• [Task to complete]
Restate the listing below word for word; no picture is to be carried over.
(Beginning of Supplied data)
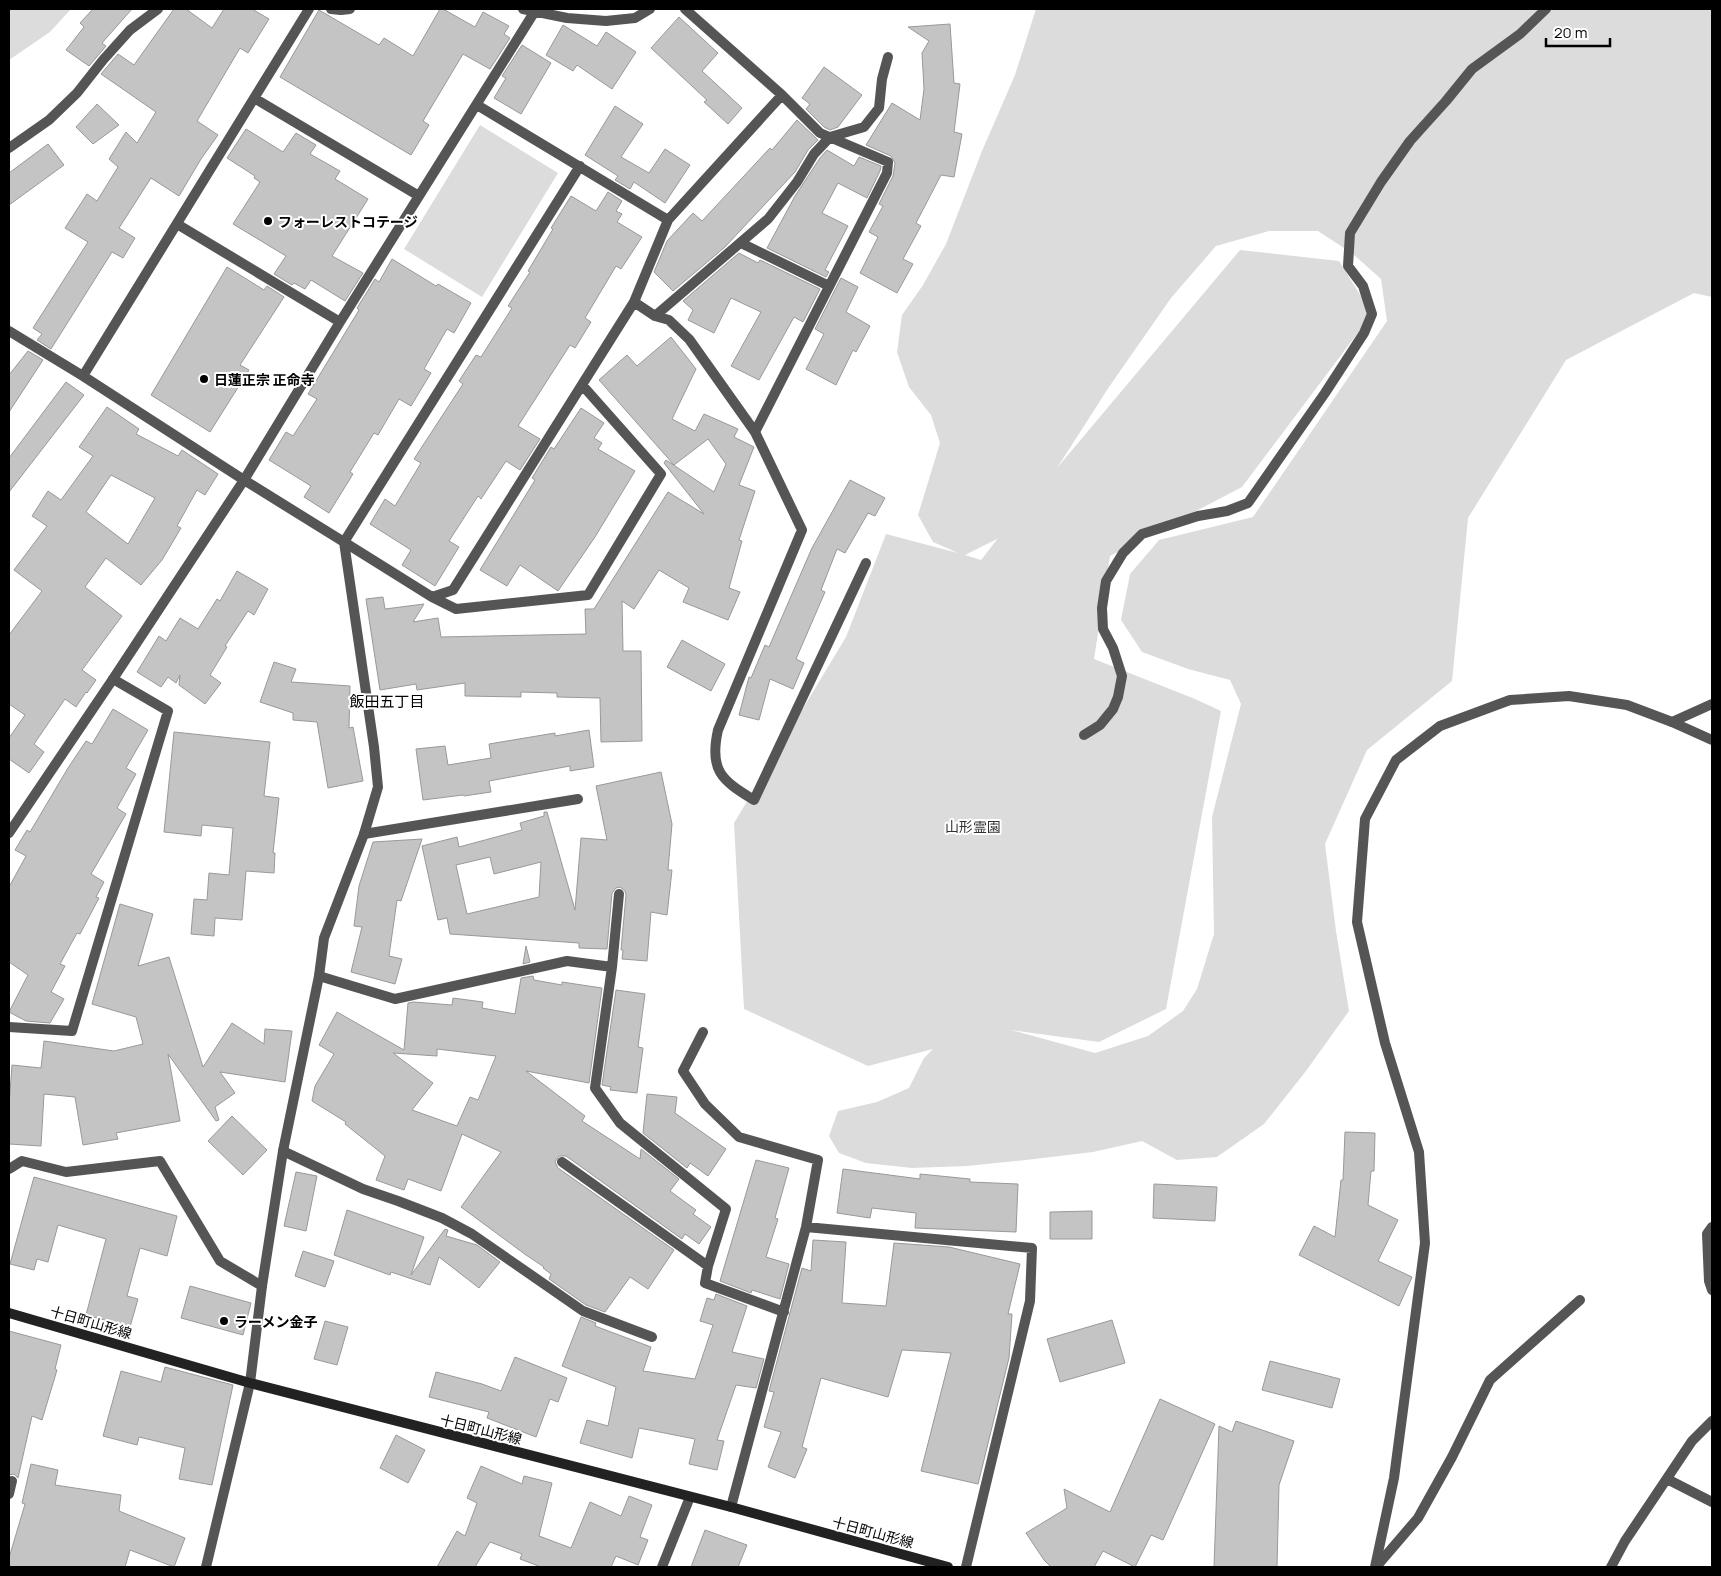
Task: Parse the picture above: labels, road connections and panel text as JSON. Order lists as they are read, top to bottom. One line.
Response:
{"streets":{"main road":["十日町山形線"]},"districts":["飯田五丁目"],"parks":["山形霊園"],"places":["フォーレストコテージ","日蓮正宗 正命寺","ラーメン金子"],"scale_bar":"20 m"}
(End of Supplied data)
• [Response below]
Task: Parse the picture above: labels, road connections and panel text as JSON. Order lists as they are read, top to bottom. One line.
Response:
{"streets":{"main road":["十日町山形線"]},"districts":["飯田五丁目"],"parks":["山形霊園"],"places":["フォーレストコテージ","日蓮正宗 正命寺","ラーメン金子"],"scale_bar":"20 m"}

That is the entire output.